Isinya adalah kumpulan testimoni anonim dari siswa-siswa lain yang mengirimkan keresahan mereka lewat pesan pribadi. Nala membacakannya satu per satu, diselingi suara musik pelan dan sunyi.
Ada yang bercerita tentang tekanan nilai, kekerasan verbal dari guru, perundungan yang diabaikan, hingga rasa lelah tak dianggap manusia.
Saat episode itu tayang, dampaknya lebih besar dari sebelumnya. Banyak siswa mulai membagikan podcast itu secara diam-diam. Beberapa guru mulai bertanya. Bahkan ada satu guru muda yang mendatangi mereka dan berkata, "Saya dengar podcast kalian. Terima kasih sudah berani bicara."
Tapi bersamaan dengan itu, tekanan juga semakin besar. Surat peringatan resmi turun. Kepala sekolah memanggil orang tua mereka. Pihak dinas mulai mencampuri.
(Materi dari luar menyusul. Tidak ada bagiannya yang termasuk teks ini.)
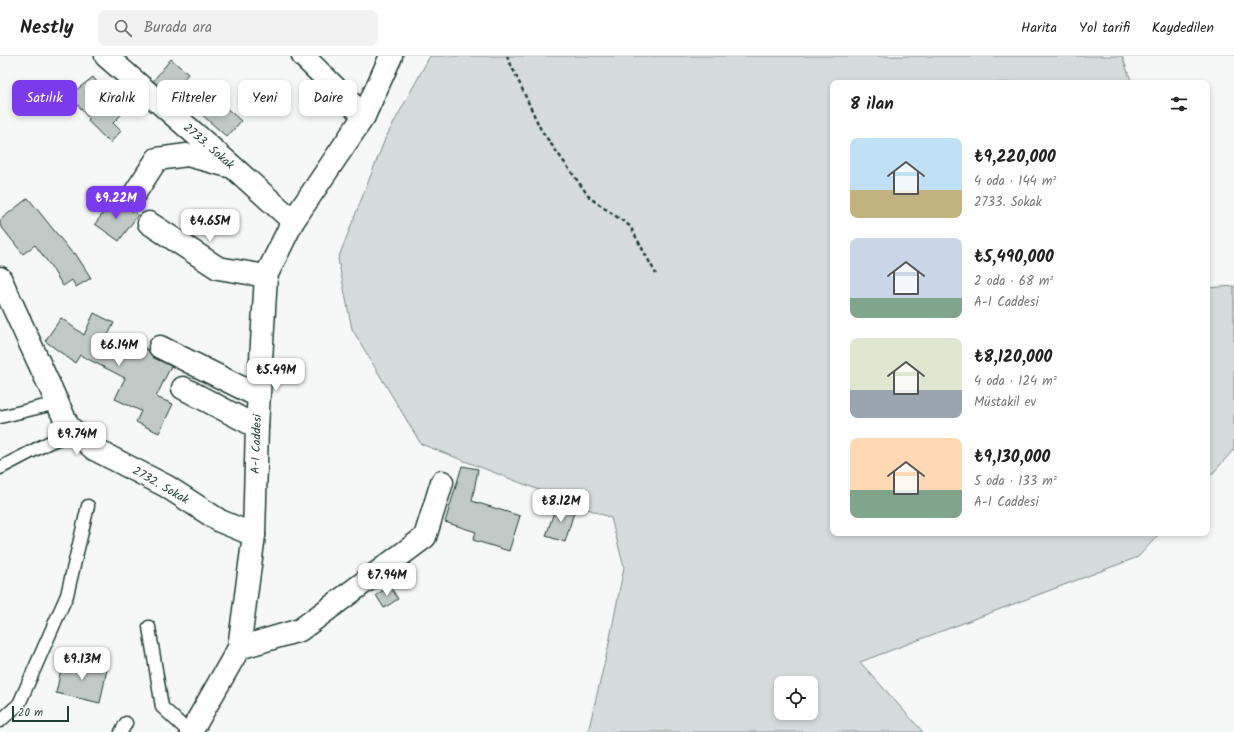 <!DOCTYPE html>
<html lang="tr">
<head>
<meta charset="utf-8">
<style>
	:root { --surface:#fff; --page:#f2f2f2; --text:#222; --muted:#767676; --line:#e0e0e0; --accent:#7c3aed }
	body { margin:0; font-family:Kalam,sans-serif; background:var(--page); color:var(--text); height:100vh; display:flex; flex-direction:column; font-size:15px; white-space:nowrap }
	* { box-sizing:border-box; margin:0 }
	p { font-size:13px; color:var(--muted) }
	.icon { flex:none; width:22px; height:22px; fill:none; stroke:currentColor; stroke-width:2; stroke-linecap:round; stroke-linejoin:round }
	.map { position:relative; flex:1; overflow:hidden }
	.details { position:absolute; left:830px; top:24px; width:380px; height:456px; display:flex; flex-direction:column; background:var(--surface); border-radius:8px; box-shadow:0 2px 6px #0003 }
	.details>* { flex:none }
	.hud { position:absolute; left:12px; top:24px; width:380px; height:36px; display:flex; gap:8px }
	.fabs { position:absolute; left:774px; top:620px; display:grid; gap:8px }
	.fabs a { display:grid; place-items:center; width:44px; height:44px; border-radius:8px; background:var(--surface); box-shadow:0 2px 6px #0003; font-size:20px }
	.scale { position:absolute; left:12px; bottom:10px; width:57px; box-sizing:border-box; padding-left:4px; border:2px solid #1f3d34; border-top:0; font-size:11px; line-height:14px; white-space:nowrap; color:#1f3d34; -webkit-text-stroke:3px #fff; paint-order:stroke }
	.price { position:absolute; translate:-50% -34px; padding:0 9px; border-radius:8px; background:#fff; color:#222; font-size:13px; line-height:26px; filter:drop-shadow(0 1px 2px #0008) }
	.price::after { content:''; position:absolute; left:50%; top:24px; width:12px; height:9px; margin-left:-6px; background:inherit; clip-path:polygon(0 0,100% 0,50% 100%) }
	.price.selected { background:var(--accent); color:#fff }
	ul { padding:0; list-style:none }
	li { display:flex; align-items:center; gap:12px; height:100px; padding:0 20px }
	li span { display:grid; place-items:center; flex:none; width:112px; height:80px; border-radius:8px; color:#555 }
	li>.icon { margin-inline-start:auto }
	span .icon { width:48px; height:48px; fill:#fffc; stroke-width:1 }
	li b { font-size:17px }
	h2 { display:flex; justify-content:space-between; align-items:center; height:48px; padding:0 20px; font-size:17px }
	.pill { padding:0 14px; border-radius:8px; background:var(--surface); box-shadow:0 2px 6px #0003; font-size:14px; line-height:36px }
	.pill.selected { background:var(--accent); color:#fff }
	header { display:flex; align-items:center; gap:24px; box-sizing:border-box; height:56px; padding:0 20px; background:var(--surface); border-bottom:1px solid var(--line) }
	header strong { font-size:19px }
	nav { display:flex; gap:22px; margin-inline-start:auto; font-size:14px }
	.search { width:280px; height:36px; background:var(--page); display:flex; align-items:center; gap:10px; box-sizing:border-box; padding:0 14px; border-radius:8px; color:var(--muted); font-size:15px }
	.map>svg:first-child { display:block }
	.green { fill:#d6dcdb; stroke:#7a8c88; fill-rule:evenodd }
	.building { fill:#c0c9c6; stroke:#1f3d34 }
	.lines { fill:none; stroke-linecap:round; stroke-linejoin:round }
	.service-casing { stroke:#1f3d34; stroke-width:15 }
	.minor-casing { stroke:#1f3d34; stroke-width:25 }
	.secondary-casing { stroke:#1f3d34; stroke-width:25 }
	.path { stroke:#1f3d34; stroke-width:2.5; stroke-dasharray:4 3; stroke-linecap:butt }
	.service { stroke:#fff; stroke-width:12 }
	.minor { stroke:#fff; stroke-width:22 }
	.secondary { stroke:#fff; stroke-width:22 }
	.labels { text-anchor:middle; stroke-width:3; stroke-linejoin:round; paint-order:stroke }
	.street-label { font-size:12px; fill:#1f3d34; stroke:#fff }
</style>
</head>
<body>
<header>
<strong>Nestly</strong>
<div class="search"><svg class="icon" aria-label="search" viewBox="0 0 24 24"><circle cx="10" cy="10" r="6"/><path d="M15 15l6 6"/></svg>Burada ara</div>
<nav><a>Harita</a><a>Yol tarifi</a><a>Kaydedilen</a></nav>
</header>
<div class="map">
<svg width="1234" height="676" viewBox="0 0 1234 676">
	<rect width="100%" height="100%" fill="#f6f7f7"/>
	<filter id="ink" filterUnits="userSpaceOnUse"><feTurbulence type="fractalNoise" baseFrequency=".025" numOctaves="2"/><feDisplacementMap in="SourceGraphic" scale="8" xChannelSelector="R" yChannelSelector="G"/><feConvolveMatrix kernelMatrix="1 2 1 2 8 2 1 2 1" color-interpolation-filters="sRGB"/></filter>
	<g filter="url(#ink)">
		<g class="green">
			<path d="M430,0H1122L1132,27H833V477H1160L1138,501L860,606L923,676H588L608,592L624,511L611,462L421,388L352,273L338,203L385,83ZM781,627H811V657H781Z"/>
			<polygon points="1234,230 1234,393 1207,424 1207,232"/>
		</g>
		<g class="building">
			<polygon points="171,3 188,18 170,39 153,25"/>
			<polygon points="93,21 102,32 109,26 132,48 113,67 121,75 110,87 88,65 89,63 70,39"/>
			<polygon points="214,41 241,65 227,81 200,57"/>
			<polygon points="28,142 73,198 75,197 91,222 76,231 72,224 63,230 50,209 35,189 23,198 0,169 0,164"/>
			<polygon points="114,142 138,159 119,185 95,168"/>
			<polygon points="94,257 114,267 108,279 141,296 143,291 148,294 150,298 154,302 171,310 156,341 173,348 159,377 136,366 141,355 115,343 125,322 80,299 75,307 45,285 61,262 84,279"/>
			<polygon points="462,410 478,413 472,445 520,460 509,495 473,484 476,476 445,466"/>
			<polygon points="557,447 575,453 565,486 546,480"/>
			<polygon points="390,530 398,543 384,552 376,539"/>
			<polygon points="63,604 107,613 100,647 56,637"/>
		</g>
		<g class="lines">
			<g class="service-casing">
				<g id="service">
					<polyline points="0,361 57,347"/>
					<polyline points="0,412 48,387 74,376"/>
					<polyline points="149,571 162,651 189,676"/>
					<polyline points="0,665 19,648 67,539 88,450"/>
					<polyline points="121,676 126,667"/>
				</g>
			</g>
			<g class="minor-casing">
				<g id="minor">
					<polyline points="106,0 233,111 293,165"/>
					<polyline points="303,0 364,60"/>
					<polyline points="135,137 157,103 187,99 228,110"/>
					<polyline points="149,167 218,212 266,220"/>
					<polyline points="0,222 68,370 94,393 166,430 220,465 254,479"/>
					<polyline points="160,291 258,340"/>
					<polyline points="183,332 257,371"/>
					<polyline points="239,592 300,574 425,481 442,426"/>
				</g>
			</g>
			<g class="secondary-casing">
				<polyline id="secondary" points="191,676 239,592 254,479 257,371 266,220 293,165 364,60 391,0"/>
			</g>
			<polyline class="path" points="507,0 541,74 590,142 630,170 656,218"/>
			<use href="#service" class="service"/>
			<use href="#minor" class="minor"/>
			<use href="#secondary" class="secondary"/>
		</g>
	</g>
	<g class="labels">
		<g class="street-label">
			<text transform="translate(209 90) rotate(41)" y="4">2733. Sokak</text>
			<text transform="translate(256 388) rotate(-88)" y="4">A-1 Caddesi</text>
			<text transform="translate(161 429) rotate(30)" y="4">2732. Sokak</text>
		</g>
	</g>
</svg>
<div class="fabs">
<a><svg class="icon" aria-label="locate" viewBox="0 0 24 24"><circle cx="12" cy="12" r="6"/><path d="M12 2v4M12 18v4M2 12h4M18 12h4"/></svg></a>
</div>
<div class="scale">20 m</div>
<b class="price selected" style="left:116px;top:164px">₺9.22M</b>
<b class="price" style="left:210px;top:187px">₺4.65M</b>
<b class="price" style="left:119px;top:311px">₺6.14M</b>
<b class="price" style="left:276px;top:336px">₺5.49M</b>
<b class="price" style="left:77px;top:400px">₺9.74M</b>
<b class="price" style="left:561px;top:467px">₺8.12M</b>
<b class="price" style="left:387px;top:541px">₺7.94M</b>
<b class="price" style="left:82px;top:625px">₺9.13M</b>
<div class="hud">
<a class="pill selected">Satılık</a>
<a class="pill">Kiralık</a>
<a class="pill">Filtreler</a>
<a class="pill">Yeni</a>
<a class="pill">Daire</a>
</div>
<section class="details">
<h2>8 ilan<svg class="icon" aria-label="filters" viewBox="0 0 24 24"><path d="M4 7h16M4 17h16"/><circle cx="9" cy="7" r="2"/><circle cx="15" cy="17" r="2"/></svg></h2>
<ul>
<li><span style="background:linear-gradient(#bfe0f5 65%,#c2b280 0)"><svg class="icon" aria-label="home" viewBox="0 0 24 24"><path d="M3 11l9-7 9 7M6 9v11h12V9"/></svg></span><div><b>₺9,220,000</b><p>4 oda · 144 m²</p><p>2733. Sokak</p></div></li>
<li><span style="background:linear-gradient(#c9d6e8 75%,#7fa58c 0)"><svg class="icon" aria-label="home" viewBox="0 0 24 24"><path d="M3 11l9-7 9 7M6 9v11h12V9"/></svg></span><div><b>₺5,490,000</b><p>2 oda · 68 m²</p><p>A-1 Caddesi</p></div></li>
<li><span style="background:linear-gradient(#dfe7d0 65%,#9aa5b1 0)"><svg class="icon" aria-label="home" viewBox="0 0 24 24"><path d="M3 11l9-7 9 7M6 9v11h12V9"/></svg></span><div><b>₺8,120,000</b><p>4 oda · 124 m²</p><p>Müstakil ev</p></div></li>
<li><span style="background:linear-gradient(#ffd9b3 65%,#7fa58c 0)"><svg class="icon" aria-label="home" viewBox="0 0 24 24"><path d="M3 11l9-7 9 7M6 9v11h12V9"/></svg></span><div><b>₺9,130,000</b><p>5 oda · 133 m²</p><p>A-1 Caddesi</p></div></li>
</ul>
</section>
</div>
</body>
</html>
Dan kata-kata itu kurang ajar mulai menjadi label yang menempel kuat pada nama mereka.
Namun, di balik segala tekanan itu, satu hal menjadi jelas: mereka sedang membuat sejarah kecil. Bukan karena mereka ingin dikenal, tapi karena mereka tak lagi tahan menjadi generasi yang gagal paham.
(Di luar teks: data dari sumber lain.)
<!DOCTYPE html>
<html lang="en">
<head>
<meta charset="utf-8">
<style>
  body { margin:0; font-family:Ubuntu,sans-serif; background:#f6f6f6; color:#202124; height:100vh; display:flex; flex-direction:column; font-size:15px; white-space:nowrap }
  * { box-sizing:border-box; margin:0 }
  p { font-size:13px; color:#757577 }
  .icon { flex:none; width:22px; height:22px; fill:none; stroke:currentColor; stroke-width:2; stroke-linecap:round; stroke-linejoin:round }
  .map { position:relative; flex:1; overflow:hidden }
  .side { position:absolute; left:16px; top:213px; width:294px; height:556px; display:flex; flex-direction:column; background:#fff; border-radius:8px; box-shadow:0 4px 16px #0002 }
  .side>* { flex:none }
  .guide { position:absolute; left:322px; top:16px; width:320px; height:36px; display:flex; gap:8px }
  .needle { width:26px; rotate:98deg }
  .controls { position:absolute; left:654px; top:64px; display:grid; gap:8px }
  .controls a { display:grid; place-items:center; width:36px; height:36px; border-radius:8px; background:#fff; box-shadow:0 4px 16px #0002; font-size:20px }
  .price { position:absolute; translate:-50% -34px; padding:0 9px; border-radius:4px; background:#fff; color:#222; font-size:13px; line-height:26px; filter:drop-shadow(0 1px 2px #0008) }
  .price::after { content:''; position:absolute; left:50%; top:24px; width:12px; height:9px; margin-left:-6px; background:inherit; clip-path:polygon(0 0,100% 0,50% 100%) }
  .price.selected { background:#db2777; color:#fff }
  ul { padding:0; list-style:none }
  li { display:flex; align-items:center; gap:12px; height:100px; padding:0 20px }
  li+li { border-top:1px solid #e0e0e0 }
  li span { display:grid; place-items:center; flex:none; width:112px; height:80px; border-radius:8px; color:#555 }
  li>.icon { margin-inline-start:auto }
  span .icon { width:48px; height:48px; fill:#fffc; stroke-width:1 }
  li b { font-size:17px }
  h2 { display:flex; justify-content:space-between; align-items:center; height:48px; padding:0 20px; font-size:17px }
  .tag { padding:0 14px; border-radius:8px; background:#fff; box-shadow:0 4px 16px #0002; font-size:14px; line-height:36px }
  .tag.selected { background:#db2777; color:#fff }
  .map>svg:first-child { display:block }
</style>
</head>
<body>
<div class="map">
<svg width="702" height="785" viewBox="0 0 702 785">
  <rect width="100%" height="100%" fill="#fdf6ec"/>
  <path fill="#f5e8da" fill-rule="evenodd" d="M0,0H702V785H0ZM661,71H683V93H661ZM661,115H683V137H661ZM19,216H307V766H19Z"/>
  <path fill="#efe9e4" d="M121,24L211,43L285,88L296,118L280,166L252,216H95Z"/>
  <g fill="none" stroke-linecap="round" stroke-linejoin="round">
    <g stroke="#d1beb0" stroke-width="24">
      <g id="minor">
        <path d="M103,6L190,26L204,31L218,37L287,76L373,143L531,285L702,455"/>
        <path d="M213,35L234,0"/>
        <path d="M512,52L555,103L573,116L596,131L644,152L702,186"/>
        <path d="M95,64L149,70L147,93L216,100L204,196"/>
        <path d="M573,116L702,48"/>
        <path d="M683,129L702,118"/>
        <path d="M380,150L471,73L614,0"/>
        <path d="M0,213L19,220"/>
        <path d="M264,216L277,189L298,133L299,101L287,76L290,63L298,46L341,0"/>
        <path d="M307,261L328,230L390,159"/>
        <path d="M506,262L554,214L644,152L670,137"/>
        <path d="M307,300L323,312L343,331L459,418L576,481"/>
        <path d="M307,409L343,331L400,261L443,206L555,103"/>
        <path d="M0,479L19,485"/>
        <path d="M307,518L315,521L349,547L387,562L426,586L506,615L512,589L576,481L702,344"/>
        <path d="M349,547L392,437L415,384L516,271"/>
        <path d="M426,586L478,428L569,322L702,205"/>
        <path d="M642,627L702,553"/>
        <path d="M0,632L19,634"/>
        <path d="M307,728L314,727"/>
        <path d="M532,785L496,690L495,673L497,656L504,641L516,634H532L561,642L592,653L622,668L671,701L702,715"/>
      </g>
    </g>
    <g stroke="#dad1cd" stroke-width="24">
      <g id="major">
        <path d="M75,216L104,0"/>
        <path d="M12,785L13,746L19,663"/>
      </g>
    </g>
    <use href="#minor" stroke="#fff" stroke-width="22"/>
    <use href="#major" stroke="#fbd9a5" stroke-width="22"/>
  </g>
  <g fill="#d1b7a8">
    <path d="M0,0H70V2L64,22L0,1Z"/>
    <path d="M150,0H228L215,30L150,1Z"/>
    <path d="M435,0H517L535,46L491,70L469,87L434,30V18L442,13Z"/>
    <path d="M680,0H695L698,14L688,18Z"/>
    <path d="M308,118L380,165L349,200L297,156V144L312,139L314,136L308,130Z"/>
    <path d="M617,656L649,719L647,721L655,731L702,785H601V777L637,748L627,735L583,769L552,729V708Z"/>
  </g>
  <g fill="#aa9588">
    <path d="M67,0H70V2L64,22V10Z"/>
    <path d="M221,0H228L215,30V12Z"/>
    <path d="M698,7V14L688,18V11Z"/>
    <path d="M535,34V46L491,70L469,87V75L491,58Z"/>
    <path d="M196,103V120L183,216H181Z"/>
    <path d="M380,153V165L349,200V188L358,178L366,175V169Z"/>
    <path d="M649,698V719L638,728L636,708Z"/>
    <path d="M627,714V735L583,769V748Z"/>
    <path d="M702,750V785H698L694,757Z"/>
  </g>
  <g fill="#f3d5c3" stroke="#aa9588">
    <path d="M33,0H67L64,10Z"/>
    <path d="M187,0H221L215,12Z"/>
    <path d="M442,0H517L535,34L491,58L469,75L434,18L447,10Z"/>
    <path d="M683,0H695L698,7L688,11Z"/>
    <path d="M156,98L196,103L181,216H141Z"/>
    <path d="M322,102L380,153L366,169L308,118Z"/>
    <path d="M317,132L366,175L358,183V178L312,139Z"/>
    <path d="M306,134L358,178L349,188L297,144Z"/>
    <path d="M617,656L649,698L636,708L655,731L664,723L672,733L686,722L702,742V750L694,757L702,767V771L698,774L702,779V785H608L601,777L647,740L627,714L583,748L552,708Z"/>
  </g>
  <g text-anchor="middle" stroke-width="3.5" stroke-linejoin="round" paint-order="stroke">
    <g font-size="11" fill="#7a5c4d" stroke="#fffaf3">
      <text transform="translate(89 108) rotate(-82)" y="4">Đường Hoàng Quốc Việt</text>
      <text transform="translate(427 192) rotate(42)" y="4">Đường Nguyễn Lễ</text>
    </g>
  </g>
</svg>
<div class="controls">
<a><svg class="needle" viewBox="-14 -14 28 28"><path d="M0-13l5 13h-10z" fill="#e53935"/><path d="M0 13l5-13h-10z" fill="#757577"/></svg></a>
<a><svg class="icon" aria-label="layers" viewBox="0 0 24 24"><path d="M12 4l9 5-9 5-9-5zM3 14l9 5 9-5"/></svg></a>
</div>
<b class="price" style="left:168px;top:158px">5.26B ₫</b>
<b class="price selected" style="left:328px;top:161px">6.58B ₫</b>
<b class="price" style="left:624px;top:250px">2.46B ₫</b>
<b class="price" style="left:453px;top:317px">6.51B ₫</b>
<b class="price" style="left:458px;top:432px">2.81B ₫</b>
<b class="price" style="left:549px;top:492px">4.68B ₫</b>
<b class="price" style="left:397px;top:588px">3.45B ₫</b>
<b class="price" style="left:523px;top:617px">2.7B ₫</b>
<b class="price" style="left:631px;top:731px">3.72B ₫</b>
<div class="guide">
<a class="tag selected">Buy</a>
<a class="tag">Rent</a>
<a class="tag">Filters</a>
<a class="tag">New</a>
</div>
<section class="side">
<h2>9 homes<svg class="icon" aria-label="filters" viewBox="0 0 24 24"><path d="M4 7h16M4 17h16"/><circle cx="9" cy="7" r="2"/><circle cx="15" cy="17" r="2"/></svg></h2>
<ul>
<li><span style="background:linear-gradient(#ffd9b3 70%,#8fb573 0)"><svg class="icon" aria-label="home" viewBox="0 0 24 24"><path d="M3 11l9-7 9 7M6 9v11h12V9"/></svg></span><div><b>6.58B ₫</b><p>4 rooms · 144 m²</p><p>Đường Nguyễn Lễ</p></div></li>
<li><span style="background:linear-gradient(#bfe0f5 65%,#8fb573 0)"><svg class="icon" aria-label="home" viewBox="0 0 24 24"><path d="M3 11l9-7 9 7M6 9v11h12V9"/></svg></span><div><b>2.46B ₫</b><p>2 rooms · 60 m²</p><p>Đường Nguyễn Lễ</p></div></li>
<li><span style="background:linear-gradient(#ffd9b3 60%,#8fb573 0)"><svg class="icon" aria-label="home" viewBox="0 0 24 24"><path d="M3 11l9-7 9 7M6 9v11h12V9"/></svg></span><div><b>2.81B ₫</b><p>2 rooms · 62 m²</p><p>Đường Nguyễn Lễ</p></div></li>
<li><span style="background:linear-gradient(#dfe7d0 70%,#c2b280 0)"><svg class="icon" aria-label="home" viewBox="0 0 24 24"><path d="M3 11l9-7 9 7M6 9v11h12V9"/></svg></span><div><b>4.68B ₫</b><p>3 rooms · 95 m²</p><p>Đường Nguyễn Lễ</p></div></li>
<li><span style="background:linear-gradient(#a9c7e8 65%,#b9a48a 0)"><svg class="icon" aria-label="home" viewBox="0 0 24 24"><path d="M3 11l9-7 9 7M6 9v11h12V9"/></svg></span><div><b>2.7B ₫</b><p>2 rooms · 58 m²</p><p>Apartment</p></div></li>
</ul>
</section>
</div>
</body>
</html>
Dan mungkin, memang sudah waktunya sekolah tidak lagi hanya tentang diam dan patuh. Tapi tentang suara. Tentang keberanian. Tentang tahu apa yang benar, dan memilih untuk tidak pura-pura.
Karena jika memperjuangkan kejujuran disebut kurang ajar, maka mereka akan menerimanya dengan kepala tegak.